> [EXTRACTED RECORDS]

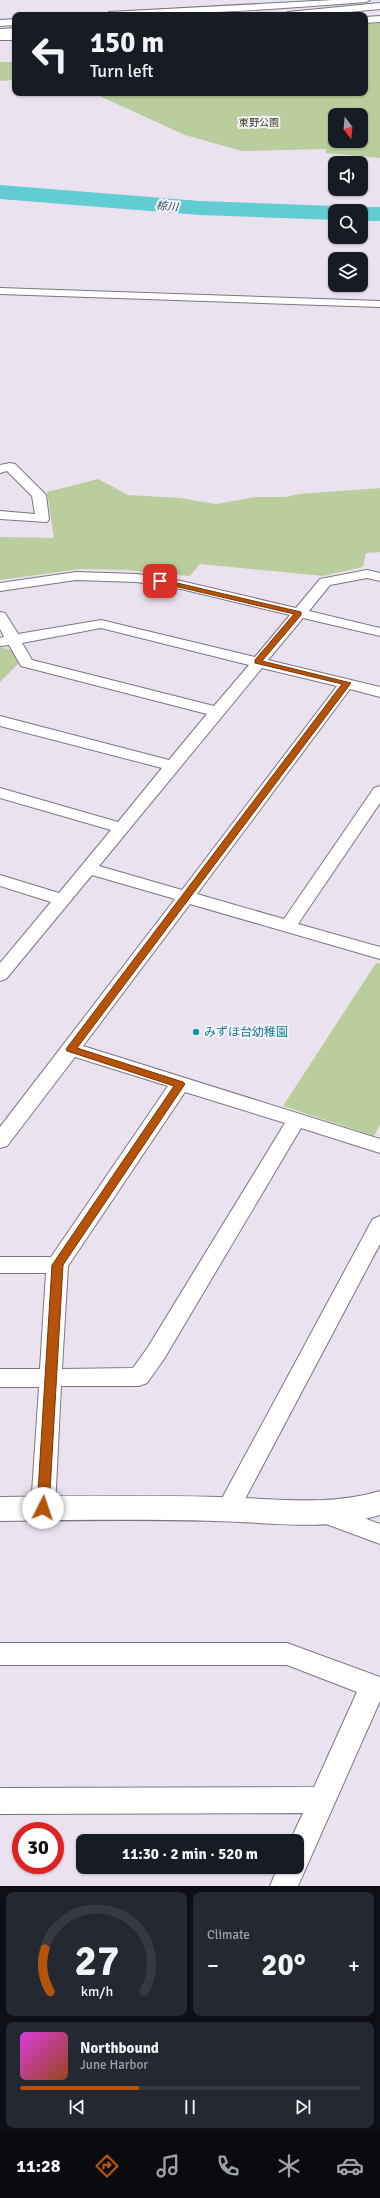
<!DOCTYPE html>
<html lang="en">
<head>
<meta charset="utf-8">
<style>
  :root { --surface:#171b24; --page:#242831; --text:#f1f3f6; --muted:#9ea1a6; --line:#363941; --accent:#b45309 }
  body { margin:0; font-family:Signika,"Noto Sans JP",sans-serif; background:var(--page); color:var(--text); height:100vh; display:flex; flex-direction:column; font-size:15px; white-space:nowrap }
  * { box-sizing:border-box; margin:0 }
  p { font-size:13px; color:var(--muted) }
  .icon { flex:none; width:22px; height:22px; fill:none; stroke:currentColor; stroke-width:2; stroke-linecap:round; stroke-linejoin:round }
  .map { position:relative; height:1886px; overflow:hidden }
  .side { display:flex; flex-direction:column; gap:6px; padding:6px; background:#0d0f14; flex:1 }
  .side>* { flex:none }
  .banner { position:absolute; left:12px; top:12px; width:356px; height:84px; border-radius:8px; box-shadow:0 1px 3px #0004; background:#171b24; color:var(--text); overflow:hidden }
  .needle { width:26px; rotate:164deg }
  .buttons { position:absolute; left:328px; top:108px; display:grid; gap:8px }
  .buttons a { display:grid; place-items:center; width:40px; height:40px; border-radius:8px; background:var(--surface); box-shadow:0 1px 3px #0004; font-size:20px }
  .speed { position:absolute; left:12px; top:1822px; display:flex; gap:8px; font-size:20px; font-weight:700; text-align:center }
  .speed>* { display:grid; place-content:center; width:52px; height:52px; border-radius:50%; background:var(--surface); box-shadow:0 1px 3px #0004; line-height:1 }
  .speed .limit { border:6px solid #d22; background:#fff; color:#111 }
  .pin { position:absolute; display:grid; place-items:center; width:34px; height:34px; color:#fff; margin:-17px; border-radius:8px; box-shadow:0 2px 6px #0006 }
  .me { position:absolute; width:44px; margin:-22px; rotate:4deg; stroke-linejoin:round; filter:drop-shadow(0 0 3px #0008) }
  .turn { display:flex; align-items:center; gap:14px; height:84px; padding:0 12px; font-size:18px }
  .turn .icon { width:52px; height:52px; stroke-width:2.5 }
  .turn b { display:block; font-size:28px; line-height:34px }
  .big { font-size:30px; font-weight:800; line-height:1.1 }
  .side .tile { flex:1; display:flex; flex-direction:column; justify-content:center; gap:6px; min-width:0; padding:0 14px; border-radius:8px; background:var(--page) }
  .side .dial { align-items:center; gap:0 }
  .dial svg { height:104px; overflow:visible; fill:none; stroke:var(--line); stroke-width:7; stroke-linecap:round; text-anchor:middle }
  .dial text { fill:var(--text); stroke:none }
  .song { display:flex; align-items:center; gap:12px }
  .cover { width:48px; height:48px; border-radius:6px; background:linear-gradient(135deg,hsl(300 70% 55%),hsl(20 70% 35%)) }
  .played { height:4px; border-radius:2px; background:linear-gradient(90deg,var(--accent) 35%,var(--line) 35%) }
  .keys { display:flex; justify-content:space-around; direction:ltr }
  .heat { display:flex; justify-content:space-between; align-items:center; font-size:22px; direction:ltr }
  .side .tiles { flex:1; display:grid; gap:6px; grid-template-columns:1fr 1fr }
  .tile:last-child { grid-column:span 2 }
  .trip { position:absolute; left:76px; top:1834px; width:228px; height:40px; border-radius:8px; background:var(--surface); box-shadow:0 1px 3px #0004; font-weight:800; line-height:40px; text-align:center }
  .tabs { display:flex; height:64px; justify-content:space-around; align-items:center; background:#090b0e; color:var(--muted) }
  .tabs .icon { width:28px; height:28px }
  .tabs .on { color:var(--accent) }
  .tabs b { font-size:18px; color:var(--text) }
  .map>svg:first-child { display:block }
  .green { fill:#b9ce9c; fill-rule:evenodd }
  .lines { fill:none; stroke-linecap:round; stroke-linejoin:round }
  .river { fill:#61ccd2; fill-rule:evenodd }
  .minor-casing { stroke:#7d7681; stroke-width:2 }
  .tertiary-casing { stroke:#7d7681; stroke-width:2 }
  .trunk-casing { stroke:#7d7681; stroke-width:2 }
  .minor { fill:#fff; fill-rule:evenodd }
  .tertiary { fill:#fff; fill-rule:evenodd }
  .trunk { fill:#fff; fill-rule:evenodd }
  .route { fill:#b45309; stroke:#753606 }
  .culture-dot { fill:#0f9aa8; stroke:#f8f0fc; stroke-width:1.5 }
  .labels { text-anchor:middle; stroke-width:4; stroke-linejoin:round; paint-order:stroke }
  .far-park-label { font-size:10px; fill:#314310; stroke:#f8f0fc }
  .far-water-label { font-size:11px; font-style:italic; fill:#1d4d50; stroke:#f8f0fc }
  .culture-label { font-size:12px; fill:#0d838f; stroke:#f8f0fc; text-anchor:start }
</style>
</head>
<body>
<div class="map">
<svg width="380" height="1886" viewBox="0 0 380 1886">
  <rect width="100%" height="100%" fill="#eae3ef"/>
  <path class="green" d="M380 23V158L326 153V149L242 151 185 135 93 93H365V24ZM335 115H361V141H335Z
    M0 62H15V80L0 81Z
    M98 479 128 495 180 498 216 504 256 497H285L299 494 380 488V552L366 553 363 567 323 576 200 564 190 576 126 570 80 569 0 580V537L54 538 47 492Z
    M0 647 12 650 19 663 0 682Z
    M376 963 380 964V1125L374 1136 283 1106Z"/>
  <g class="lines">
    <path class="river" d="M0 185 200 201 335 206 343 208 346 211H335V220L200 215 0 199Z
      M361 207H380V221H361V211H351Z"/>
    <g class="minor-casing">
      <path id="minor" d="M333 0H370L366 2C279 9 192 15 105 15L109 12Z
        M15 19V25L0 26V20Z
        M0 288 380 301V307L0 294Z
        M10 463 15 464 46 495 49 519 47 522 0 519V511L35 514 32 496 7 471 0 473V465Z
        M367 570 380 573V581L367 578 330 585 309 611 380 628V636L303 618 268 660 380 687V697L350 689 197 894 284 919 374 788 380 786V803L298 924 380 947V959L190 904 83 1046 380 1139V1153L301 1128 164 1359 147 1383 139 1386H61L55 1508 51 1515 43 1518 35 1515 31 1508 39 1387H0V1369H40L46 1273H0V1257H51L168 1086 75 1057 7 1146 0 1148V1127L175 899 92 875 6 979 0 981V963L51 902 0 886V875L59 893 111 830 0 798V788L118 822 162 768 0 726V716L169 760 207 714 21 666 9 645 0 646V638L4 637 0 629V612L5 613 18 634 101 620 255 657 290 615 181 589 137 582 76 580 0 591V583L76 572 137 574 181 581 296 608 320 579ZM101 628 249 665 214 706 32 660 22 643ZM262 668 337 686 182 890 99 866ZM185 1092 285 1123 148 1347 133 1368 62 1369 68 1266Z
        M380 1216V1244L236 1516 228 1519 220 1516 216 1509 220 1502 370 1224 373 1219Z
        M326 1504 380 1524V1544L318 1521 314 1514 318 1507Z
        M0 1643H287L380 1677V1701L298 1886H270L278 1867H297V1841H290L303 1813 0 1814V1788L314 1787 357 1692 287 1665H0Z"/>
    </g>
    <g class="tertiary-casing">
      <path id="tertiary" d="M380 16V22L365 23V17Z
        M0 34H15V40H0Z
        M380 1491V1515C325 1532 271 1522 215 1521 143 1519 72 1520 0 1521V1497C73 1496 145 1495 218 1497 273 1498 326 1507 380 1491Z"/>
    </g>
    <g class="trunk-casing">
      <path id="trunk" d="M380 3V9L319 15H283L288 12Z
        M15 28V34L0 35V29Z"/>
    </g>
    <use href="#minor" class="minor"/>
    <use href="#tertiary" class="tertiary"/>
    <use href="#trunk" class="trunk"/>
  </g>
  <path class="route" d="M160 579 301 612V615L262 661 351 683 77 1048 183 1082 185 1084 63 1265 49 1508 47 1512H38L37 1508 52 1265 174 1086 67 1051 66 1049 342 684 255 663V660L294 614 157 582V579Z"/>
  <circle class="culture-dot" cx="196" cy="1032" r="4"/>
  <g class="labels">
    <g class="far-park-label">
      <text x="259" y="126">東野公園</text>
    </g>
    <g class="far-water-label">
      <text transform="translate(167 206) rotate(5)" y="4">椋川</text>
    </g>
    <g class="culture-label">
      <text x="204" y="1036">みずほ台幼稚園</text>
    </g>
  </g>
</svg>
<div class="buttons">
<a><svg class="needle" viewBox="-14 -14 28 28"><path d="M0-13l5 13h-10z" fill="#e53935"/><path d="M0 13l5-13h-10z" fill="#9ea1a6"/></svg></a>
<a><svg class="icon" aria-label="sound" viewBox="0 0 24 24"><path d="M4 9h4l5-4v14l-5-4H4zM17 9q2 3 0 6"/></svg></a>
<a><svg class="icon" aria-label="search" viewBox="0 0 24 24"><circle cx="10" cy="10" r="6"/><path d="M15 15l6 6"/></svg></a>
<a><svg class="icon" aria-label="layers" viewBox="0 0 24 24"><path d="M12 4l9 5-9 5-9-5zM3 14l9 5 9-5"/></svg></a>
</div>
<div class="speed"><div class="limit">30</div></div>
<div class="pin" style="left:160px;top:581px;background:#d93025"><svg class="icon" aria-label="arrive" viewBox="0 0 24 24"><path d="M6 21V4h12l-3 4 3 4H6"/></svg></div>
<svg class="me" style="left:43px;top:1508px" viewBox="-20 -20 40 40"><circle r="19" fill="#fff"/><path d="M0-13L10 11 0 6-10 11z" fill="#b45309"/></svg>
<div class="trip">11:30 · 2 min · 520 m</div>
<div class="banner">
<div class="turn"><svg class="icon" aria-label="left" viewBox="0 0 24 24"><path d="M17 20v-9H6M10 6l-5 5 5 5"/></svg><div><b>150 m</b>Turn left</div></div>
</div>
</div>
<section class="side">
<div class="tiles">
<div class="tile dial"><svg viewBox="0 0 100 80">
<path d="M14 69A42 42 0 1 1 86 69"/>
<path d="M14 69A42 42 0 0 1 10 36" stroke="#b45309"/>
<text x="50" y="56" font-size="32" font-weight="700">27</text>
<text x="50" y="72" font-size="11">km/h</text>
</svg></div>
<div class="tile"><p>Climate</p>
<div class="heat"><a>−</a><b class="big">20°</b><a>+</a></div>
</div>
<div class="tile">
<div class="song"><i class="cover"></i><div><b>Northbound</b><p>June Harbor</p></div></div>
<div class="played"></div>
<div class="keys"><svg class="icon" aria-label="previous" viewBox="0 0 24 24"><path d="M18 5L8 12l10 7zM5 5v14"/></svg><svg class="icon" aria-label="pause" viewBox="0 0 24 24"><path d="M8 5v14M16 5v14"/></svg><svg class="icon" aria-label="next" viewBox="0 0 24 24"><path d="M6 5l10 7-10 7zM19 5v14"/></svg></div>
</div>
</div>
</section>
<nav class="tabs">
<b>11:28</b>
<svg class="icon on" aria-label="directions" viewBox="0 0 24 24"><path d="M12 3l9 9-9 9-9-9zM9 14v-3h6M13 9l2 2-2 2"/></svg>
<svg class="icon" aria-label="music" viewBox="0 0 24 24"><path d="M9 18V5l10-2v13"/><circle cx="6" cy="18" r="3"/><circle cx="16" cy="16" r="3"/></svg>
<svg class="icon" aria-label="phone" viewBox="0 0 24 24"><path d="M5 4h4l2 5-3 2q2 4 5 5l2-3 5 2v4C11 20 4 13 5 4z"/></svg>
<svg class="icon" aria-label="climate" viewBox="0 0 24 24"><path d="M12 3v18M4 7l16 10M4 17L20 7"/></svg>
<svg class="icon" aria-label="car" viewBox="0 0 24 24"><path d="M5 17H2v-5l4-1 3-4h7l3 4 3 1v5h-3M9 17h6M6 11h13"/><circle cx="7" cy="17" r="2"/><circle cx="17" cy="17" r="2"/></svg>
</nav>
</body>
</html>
---
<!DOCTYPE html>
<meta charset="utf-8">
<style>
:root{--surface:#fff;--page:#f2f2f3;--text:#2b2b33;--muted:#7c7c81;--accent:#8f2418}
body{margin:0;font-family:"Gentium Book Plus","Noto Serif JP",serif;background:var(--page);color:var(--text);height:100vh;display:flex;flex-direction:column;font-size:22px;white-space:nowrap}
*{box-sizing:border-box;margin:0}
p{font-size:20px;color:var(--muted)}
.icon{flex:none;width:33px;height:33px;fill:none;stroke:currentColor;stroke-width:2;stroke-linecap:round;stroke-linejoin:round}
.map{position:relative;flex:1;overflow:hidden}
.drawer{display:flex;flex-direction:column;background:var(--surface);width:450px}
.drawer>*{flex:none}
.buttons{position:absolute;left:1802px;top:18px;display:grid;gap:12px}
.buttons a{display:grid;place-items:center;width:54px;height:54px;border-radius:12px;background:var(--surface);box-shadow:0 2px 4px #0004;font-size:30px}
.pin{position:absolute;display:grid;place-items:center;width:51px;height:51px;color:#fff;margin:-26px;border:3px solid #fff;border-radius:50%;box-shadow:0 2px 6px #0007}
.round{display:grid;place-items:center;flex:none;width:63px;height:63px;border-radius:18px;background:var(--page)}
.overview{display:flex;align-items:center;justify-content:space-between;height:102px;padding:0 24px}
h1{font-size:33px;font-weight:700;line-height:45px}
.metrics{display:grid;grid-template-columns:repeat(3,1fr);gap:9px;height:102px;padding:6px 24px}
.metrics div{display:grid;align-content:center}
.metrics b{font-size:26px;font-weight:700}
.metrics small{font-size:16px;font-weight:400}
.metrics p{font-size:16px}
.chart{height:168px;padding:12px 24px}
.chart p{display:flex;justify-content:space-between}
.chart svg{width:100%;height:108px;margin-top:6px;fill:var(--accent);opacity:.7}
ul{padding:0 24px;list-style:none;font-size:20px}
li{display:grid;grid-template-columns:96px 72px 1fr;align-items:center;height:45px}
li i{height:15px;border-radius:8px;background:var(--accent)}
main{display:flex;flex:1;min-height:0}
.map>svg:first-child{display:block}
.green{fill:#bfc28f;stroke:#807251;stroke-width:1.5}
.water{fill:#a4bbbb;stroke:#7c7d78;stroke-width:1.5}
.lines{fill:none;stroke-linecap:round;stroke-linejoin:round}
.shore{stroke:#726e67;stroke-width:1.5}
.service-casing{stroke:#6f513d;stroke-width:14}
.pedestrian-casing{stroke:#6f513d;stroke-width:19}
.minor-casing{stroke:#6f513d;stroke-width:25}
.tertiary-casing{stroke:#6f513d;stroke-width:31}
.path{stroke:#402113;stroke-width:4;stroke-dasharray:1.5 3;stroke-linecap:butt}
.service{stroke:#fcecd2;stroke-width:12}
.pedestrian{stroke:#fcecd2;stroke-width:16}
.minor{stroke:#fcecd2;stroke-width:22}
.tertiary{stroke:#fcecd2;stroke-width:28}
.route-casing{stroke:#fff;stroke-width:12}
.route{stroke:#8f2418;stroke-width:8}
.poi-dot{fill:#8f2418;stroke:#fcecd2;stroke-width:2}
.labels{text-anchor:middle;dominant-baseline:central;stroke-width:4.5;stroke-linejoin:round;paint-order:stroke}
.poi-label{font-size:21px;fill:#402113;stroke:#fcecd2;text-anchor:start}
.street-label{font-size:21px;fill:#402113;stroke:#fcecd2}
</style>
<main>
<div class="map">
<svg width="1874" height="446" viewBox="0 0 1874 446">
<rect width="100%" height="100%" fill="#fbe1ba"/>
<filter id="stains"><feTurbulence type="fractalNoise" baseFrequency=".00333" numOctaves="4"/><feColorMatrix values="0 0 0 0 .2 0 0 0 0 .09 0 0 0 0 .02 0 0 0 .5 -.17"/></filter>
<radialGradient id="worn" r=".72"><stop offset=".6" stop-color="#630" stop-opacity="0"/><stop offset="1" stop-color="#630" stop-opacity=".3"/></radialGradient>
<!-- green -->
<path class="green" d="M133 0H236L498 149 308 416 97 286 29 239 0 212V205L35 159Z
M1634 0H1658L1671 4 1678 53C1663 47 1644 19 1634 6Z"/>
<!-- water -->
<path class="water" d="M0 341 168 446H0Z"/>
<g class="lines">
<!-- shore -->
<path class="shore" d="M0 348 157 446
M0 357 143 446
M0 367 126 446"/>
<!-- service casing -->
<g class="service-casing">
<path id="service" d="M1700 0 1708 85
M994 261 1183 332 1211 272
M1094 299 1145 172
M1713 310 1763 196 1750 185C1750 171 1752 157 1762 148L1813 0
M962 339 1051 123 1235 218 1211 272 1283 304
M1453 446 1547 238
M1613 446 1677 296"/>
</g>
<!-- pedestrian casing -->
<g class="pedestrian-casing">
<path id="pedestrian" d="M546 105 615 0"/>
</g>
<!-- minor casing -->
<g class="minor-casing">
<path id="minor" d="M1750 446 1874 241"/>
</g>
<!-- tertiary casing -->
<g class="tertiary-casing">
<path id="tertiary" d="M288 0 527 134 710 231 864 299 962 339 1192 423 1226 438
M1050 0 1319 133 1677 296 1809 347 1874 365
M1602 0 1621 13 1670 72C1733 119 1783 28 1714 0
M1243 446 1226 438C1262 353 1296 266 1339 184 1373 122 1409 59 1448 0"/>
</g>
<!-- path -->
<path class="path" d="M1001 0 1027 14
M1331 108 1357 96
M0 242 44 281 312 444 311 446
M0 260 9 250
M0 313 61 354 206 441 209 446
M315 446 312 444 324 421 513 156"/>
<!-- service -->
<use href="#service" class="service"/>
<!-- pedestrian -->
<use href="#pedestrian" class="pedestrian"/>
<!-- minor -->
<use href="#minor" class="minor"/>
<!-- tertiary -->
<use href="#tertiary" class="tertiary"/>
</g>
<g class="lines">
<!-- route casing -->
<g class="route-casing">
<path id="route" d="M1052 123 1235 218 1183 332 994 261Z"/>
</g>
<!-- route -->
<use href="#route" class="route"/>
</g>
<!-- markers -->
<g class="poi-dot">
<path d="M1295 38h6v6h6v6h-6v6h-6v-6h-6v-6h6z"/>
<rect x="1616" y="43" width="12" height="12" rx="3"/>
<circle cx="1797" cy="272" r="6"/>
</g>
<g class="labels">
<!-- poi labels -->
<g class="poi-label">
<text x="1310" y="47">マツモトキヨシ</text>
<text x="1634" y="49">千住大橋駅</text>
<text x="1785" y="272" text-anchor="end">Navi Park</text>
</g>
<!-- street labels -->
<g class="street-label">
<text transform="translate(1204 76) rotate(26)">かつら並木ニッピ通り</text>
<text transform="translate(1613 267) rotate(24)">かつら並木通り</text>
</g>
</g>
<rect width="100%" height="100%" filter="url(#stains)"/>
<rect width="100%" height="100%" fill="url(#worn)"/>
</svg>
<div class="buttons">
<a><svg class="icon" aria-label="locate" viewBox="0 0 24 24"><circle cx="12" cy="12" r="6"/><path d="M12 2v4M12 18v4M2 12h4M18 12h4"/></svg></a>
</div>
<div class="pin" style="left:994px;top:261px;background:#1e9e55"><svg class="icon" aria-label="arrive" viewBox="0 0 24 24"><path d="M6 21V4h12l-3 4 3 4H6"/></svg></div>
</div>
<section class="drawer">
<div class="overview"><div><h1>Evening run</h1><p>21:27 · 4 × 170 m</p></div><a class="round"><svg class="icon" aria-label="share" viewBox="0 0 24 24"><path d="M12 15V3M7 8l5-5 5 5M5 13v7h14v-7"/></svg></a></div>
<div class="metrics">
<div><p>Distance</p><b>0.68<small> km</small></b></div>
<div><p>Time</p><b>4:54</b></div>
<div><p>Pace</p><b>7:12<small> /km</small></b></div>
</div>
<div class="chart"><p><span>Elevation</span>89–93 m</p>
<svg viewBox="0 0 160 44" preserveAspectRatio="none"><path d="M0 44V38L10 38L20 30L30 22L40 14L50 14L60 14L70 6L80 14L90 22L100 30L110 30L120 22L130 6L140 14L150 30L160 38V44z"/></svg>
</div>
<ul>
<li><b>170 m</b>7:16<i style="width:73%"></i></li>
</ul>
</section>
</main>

> [TASK PROMPT]
Where a line of the material above holds the string "heat", copy that line.

> [WRITTEN RESPONSE]
  .heat { display:flex; justify-content:space-between; align-items:center; font-size:22px; direction:ltr }
<div class="heat"><a>−</a><b class="big">20°</b><a>+</a></div>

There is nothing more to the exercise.